» **WHAT TO DO**: Keep the images out and copy every entry below exactly.

##### THE DATA

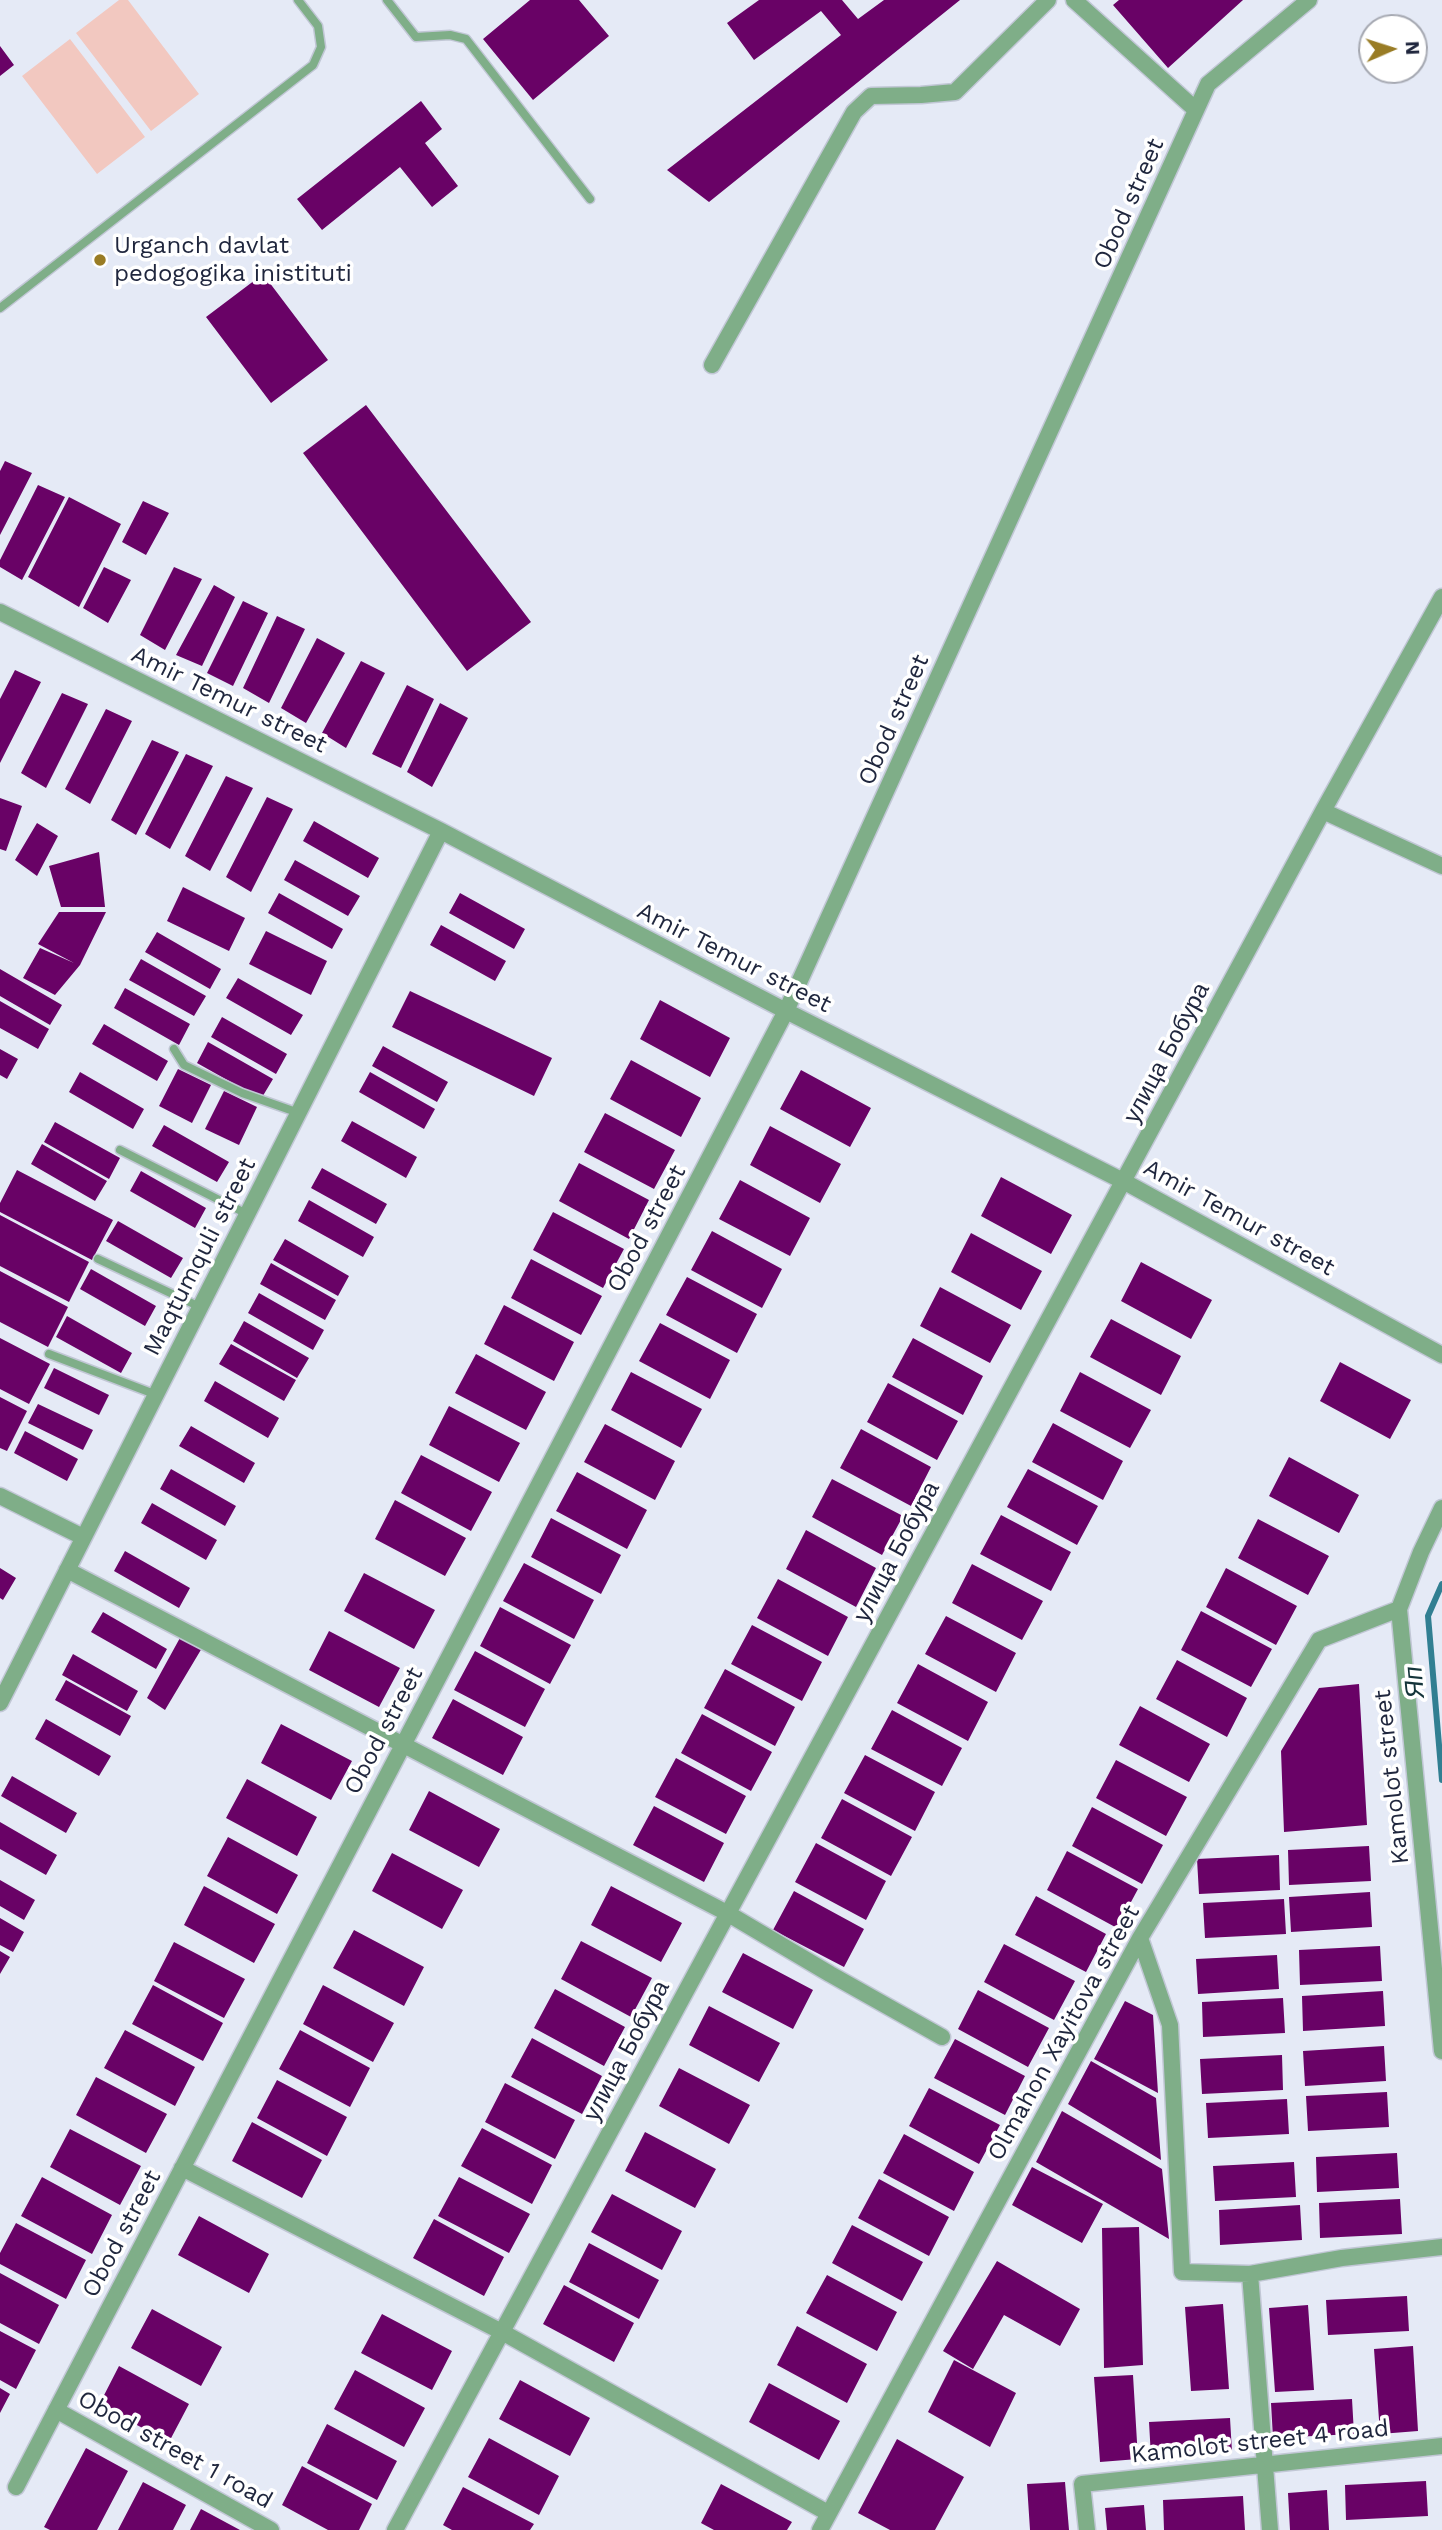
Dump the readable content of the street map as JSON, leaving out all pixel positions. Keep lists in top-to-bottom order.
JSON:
{
  "streets": {
    "street": [
      "Obod street",
      "Amir Temur street",
      "улица Бобура",
      "Maqtumquli street",
      "Kamolot street",
      "Olmahon Xayitova street",
      "Kamolot street 4 road",
      "Obod street 1 road"
    ]
  },
  "crossings": [
    ["Obod street", "Amir Temur street"],
    ["Obod street", "Obod street 1 road"],
    ["Amir Temur street", "улица Бобура"],
    ["Amir Temur street", "Maqtumquli street"],
    ["Kamolot street", "Olmahon Xayitova street"]
  ],
  "water": ["Яп"],
  "places": ["Urganch davlat pedogogika inistituti"],
  "north": "right"
}
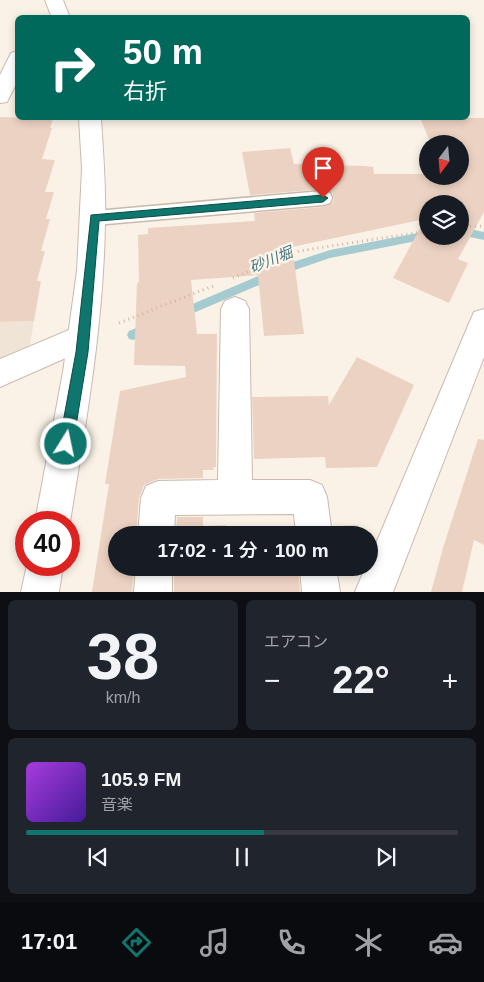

##########

» **SOLUTION TO THE PROBLEM**:
Dump the readable content of the street map as JSON, leaving out all pixel positions. Keep lists in top-to-bottom order.
JSON:
{
  "streets": {
    "street": [
      "Obod street",
      "Amir Temur street",
      "улица Бобура",
      "Maqtumquli street",
      "Kamolot street",
      "Olmahon Xayitova street",
      "Kamolot street 4 road",
      "Obod street 1 road"
    ]
  },
  "crossings": [
    ["Obod street", "Amir Temur street"],
    ["Obod street", "Obod street 1 road"],
    ["Amir Temur street", "улица Бобура"],
    ["Amir Temur street", "Maqtumquli street"],
    ["Kamolot street", "Olmahon Xayitova street"]
  ],
  "water": ["Яп"],
  "places": ["Urganch davlat pedogogika inistituti"],
  "north": "right"
}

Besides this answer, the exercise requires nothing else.